ASSIGNMENT → Report each line from the records where the string "fractalNoise" turns up.

Collected data:
══════════
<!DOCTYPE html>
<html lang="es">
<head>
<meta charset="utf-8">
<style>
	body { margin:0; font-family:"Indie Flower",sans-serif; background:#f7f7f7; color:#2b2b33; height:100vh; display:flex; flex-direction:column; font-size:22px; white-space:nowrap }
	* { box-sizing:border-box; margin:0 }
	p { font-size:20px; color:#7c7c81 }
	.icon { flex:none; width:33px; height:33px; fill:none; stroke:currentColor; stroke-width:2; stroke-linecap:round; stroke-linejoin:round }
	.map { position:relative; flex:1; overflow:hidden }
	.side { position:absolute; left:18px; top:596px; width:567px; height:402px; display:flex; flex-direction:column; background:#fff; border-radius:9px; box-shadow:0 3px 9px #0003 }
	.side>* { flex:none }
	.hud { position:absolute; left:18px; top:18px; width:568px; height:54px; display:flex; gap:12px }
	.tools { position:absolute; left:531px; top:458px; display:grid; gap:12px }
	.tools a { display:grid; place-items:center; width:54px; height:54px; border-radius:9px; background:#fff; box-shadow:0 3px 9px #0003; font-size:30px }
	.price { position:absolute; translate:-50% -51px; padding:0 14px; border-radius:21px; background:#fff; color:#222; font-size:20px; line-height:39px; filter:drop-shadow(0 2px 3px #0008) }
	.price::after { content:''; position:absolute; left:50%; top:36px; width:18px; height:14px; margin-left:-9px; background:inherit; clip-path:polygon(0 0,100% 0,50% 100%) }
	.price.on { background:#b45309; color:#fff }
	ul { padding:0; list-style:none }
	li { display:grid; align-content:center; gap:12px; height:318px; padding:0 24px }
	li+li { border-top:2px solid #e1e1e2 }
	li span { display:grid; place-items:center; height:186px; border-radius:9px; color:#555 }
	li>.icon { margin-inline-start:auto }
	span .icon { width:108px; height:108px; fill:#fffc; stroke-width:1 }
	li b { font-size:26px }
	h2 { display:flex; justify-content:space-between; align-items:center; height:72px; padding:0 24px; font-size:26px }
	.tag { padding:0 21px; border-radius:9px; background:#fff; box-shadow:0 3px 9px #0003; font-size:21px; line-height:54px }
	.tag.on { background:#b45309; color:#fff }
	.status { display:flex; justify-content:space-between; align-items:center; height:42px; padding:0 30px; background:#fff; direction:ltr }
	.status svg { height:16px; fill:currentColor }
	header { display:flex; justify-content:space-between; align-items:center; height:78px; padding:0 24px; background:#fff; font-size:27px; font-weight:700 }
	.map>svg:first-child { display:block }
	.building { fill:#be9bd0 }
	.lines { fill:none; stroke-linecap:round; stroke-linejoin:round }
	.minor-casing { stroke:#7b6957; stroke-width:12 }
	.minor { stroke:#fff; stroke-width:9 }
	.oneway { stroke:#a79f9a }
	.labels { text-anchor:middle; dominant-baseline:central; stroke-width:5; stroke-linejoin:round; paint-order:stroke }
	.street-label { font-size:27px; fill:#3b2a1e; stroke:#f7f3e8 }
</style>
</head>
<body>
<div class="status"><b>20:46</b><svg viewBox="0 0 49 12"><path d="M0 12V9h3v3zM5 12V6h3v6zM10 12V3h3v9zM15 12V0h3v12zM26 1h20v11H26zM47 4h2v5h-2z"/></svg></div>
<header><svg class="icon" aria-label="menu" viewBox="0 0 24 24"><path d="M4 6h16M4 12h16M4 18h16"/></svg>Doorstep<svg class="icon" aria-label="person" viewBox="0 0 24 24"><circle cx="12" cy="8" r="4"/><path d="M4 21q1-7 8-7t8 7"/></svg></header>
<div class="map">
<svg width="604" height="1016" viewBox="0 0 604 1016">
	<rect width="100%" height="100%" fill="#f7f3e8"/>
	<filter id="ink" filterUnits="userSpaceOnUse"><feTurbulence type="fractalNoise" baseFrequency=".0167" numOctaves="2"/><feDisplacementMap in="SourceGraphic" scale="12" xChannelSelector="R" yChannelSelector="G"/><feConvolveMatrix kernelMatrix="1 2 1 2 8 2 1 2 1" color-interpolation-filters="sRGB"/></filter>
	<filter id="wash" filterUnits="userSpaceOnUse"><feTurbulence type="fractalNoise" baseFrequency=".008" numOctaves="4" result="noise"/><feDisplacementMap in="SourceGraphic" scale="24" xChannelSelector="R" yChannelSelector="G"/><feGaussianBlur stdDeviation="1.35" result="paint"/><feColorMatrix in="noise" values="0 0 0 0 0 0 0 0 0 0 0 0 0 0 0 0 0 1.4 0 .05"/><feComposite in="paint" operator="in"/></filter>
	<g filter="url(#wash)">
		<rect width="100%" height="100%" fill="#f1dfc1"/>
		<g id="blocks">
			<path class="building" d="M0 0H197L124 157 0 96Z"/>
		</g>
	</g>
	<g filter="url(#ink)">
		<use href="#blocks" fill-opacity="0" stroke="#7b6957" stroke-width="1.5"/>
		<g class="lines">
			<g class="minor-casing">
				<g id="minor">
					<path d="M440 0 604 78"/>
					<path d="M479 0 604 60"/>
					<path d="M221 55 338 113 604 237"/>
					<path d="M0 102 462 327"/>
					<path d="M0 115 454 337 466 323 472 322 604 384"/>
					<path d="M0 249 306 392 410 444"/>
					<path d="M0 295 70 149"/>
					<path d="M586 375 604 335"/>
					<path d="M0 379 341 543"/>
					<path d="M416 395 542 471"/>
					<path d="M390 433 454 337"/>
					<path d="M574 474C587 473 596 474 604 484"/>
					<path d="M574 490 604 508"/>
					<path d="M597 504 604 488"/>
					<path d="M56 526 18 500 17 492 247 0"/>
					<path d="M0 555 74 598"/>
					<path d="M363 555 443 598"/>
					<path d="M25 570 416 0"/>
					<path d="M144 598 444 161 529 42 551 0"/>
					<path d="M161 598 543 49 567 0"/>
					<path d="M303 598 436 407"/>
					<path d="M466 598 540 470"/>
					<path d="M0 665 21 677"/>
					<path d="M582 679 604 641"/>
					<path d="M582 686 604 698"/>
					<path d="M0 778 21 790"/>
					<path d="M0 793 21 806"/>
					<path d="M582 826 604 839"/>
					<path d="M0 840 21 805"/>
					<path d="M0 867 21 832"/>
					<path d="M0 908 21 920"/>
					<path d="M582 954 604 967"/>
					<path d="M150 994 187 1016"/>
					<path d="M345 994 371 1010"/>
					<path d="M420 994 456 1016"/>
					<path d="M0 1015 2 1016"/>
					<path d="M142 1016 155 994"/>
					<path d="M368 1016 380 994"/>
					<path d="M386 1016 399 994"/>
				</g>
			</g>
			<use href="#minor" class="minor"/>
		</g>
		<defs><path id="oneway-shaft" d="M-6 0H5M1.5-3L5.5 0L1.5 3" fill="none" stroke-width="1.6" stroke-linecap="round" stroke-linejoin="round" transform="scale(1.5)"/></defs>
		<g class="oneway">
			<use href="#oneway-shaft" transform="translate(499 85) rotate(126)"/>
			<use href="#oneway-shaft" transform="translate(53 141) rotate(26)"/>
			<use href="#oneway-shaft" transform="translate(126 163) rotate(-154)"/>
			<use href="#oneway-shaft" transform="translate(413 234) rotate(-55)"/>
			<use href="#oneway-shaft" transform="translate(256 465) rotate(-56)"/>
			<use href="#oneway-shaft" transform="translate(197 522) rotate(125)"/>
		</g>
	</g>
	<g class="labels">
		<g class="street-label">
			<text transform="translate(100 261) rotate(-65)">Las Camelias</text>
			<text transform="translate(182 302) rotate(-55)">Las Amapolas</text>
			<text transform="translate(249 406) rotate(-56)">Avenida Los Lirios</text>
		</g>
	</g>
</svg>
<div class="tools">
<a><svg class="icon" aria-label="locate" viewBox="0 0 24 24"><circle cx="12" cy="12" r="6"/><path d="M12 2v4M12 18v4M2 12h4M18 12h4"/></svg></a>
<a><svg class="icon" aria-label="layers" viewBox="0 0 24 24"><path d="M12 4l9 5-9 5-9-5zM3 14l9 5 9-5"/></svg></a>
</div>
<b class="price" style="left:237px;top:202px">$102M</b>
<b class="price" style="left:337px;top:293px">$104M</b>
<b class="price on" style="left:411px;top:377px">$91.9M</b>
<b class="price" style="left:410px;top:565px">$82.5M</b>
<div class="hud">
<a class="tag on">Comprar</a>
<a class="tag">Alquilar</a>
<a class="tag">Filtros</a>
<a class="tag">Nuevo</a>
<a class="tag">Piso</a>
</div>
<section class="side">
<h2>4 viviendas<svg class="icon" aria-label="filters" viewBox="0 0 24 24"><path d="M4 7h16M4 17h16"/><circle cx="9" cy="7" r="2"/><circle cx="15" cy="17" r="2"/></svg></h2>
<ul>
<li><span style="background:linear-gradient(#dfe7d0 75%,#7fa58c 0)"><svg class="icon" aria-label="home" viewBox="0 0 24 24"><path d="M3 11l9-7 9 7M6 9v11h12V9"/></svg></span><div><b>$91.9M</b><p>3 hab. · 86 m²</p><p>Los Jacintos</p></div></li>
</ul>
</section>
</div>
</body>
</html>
══════════
REPLY TO THE TASK →
	<filter id="ink" filterUnits="userSpaceOnUse"><feTurbulence type="fractalNoise" baseFrequency=".0167" numOctaves="2"/><feDisplacementMap in="SourceGraphic" scale="12" xChannelSelector="R" yChannelSelector="G"/><feConvolveMatrix kernelMatrix="1 2 1 2 8 2 1 2 1" color-interpolation-filters="sRGB"/></filter>
	<filter id="wash" filterUnits="userSpaceOnUse"><feTurbulence type="fractalNoise" baseFrequency=".008" numOctaves="4" result="noise"/><feDisplacementMap in="SourceGraphic" scale="24" xChannelSelector="R" yChannelSelector="G"/><feGaussianBlur stdDeviation="1.35" result="paint"/><feColorMatrix in="noise" values="0 0 0 0 0 0 0 0 0 0 0 0 0 0 0 0 0 1.4 0 .05"/><feComposite in="paint" operator="in"/></filter>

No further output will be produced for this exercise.